Even more confusing is the supply-side contention of supply and demand. An increase in price, which somehow just happens (presumably due to the continuous bidding war of the infinitely many perfectly or “boundedly” rational buyers that economists assume in this model), causes producers to flock to the potential source profit. The producers, which are always capable of engaging in meaningful competition with the other producers, because there is no real product differentiation, add supply to the market, driving the price back down but supplying them with profit in the short term. Thus, profits are transient phenomena based primarily on the fluctuations of material and preferential realities, at least in this highly synthetic conception of price. It seems very evident merely from existing within the market economy that none of these things are the case. Businesses don’t generally compete over the same products, and people who study business learn to actively avoid doing so through product differentiation and branding.
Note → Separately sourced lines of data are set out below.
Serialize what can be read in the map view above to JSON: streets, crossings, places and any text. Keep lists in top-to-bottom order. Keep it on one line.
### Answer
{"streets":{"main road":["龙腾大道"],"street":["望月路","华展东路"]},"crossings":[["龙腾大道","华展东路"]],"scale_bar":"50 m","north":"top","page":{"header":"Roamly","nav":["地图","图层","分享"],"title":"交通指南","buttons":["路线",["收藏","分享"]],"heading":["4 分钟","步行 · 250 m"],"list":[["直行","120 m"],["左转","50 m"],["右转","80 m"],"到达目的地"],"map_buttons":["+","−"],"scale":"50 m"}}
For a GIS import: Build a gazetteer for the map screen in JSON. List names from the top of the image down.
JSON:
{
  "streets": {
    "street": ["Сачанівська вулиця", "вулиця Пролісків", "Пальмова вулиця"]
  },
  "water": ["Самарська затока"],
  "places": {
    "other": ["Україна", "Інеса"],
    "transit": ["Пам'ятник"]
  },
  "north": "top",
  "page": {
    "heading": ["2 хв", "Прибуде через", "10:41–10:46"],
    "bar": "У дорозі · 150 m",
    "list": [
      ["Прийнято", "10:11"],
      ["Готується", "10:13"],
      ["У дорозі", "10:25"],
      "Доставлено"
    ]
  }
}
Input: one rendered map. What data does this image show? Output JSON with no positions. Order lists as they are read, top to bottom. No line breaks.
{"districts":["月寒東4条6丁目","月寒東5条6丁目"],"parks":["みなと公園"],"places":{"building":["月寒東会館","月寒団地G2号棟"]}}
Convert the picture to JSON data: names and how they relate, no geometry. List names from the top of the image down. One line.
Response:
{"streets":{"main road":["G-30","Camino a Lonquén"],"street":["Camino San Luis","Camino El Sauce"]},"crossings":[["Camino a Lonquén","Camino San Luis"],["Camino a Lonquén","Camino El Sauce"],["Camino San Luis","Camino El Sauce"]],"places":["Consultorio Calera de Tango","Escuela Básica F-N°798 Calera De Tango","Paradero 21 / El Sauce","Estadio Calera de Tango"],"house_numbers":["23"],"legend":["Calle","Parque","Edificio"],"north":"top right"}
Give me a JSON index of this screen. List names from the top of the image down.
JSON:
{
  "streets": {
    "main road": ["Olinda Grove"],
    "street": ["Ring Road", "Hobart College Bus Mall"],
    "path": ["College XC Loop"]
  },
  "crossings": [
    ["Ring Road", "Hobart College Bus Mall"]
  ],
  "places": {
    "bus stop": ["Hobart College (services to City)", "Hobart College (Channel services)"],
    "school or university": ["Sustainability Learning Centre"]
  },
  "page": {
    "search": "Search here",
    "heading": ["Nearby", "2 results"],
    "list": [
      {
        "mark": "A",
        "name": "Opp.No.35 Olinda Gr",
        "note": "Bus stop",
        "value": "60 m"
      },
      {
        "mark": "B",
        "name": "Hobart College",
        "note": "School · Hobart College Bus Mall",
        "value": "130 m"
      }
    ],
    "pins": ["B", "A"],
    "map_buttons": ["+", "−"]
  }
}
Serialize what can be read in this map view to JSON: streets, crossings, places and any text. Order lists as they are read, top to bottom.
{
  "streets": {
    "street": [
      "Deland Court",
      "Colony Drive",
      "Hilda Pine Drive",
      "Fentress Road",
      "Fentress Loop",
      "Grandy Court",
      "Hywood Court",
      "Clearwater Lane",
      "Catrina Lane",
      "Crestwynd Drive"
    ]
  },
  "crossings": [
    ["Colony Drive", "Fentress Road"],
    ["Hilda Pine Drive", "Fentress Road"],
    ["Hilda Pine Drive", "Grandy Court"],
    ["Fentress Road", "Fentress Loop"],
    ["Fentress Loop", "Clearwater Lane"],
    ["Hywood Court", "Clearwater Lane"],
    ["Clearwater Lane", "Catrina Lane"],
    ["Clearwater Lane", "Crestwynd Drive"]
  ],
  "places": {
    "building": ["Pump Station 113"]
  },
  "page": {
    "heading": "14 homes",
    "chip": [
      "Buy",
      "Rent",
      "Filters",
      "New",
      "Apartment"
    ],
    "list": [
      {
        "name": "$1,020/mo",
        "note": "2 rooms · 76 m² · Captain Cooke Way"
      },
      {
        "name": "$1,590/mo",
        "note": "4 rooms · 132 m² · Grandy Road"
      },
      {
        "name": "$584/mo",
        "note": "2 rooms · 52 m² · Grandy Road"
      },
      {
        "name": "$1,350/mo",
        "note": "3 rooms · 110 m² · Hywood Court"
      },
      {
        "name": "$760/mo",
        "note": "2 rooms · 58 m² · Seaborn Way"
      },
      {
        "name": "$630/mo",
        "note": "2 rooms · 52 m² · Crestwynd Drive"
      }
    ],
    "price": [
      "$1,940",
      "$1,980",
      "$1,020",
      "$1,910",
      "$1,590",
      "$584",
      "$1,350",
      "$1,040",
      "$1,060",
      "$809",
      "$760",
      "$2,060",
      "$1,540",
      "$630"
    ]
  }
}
We are all well-aware that real prices are not the result of a cosmic-scale bidding war, and so the only way “demand” is really measured is through purchases. In other words, production occurs before demand is measured, making the initial run of production based on an estimate. There is no reason that estimating the amount of things people want and then adjusting that guess based on the actual desire for them is a process exclusive to markets. Likewise, producers don’t need the price to tell them to produce more of something, because they can observe that people are buying it. Like demand, the observation that a large or growing number of people are using something is reason enough to supply more of it.
There is actually a third factor that we are all familiar with, which determines price to a large extent, and that is the input costs. Only a small minority of prices are less than or equal to their input costs, because without adding to the price, there is no accumulation, and accumulation is the goal of business. Businesses are continuously trying to reduce their costs, but this isn’t necessarily taking the form of being more efficient or judicious with the use of resources. It can equally involve using cheaper materials that reduce the quality or lifespan of their product, producing more pollution, lowering wages, or using slave labor. The ECP sometimes includes the statement that profit is a reward for producing something of value. Of course, we could come up with numerous activities that produce profit and not value, such as stealing a car and selling its parts. What businesses accumulate is not value, but power. Money is a token obtained either through force upon those less powerful or through subjugation to those more powerful. Those who get it obtain the privilege to access things that are valuable to them, such as consumption goods or influence over those less powerful.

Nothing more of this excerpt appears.